§ Goal of the exercise:
Restate every record exactly, with nothing skipped.

§ Provided records:

Start of Block

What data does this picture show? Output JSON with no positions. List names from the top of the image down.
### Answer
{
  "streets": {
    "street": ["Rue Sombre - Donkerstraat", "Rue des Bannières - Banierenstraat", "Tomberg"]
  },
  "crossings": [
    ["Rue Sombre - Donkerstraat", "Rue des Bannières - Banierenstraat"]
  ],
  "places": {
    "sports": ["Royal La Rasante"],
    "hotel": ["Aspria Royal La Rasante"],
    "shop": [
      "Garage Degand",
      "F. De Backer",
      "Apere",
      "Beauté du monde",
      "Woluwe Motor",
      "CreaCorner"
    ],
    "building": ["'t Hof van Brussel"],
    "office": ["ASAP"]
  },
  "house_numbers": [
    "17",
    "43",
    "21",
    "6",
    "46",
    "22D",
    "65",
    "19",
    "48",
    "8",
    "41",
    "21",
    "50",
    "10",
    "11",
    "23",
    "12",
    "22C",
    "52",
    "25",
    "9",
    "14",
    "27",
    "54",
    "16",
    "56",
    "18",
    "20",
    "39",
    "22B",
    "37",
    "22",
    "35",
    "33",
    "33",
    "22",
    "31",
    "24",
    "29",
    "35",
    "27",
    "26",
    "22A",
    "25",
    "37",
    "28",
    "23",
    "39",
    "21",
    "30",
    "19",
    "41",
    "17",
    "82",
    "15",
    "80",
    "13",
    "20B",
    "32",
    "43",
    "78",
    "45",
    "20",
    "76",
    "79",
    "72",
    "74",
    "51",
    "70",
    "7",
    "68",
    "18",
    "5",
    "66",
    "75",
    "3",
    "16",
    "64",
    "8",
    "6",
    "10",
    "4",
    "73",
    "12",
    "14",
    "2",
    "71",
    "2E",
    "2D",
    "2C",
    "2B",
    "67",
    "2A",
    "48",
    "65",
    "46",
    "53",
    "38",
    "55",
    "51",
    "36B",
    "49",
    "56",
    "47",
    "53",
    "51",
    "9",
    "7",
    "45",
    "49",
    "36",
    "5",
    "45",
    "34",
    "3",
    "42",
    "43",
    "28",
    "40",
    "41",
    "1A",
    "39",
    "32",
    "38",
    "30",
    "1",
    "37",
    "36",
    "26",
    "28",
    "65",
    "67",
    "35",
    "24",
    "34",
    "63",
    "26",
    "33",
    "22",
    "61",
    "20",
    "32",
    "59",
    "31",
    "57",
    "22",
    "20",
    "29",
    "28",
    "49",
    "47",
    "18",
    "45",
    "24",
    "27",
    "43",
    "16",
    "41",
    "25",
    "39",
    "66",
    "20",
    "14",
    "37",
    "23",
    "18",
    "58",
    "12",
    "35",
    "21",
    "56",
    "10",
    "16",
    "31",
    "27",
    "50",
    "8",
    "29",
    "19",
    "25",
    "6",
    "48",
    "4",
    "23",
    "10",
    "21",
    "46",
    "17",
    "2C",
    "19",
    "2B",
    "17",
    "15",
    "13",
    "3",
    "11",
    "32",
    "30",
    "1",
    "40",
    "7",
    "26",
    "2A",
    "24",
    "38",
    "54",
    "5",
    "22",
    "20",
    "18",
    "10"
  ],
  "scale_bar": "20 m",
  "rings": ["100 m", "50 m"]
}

End of Block

§ Exercise output:
What data does this picture show? Output JSON with no positions. List names from the top of the image down.
### Answer
{
  "streets": {
    "street": ["Rue Sombre - Donkerstraat", "Rue des Bannières - Banierenstraat", "Tomberg"]
  },
  "crossings": [
    ["Rue Sombre - Donkerstraat", "Rue des Bannières - Banierenstraat"]
  ],
  "places": {
    "sports": ["Royal La Rasante"],
    "hotel": ["Aspria Royal La Rasante"],
    "shop": [
      "Garage Degand",
      "F. De Backer",
      "Apere",
      "Beauté du monde",
      "Woluwe Motor",
      "CreaCorner"
    ],
    "building": ["'t Hof van Brussel"],
    "office": ["ASAP"]
  },
  "house_numbers": [
    "17",
    "43",
    "21",
    "6",
    "46",
    "22D",
    "65",
    "19",
    "48",
    "8",
    "41",
    "21",
    "50",
    "10",
    "11",
    "23",
    "12",
    "22C",
    "52",
    "25",
    "9",
    "14",
    "27",
    "54",
    "16",
    "56",
    "18",
    "20",
    "39",
    "22B",
    "37",
    "22",
    "35",
    "33",
    "33",
    "22",
    "31",
    "24",
    "29",
    "35",
    "27",
    "26",
    "22A",
    "25",
    "37",
    "28",
    "23",
    "39",
    "21",
    "30",
    "19",
    "41",
    "17",
    "82",
    "15",
    "80",
    "13",
    "20B",
    "32",
    "43",
    "78",
    "45",
    "20",
    "76",
    "79",
    "72",
    "74",
    "51",
    "70",
    "7",
    "68",
    "18",
    "5",
    "66",
    "75",
    "3",
    "16",
    "64",
    "8",
    "6",
    "10",
    "4",
    "73",
    "12",
    "14",
    "2",
    "71",
    "2E",
    "2D",
    "2C",
    "2B",
    "67",
    "2A",
    "48",
    "65",
    "46",
    "53",
    "38",
    "55",
    "51",
    "36B",
    "49",
    "56",
    "47",
    "53",
    "51",
    "9",
    "7",
    "45",
    "49",
    "36",
    "5",
    "45",
    "34",
    "3",
    "42",
    "43",
    "28",
    "40",
    "41",
    "1A",
    "39",
    "32",
    "38",
    "30",
    "1",
    "37",
    "36",
    "26",
    "28",
    "65",
    "67",
    "35",
    "24",
    "34",
    "63",
    "26",
    "33",
    "22",
    "61",
    "20",
    "32",
    "59",
    "31",
    "57",
    "22",
    "20",
    "29",
    "28",
    "49",
    "47",
    "18",
    "45",
    "24",
    "27",
    "43",
    "16",
    "41",
    "25",
    "39",
    "66",
    "20",
    "14",
    "37",
    "23",
    "18",
    "58",
    "12",
    "35",
    "21",
    "56",
    "10",
    "16",
    "31",
    "27",
    "50",
    "8",
    "29",
    "19",
    "25",
    "6",
    "48",
    "4",
    "23",
    "10",
    "21",
    "46",
    "17",
    "2C",
    "19",
    "2B",
    "17",
    "15",
    "13",
    "3",
    "11",
    "32",
    "30",
    "1",
    "40",
    "7",
    "26",
    "2A",
    "24",
    "38",
    "54",
    "5",
    "22",
    "20",
    "18",
    "10"
  ],
  "scale_bar": "20 m",
  "rings": ["100 m", "50 m"]
}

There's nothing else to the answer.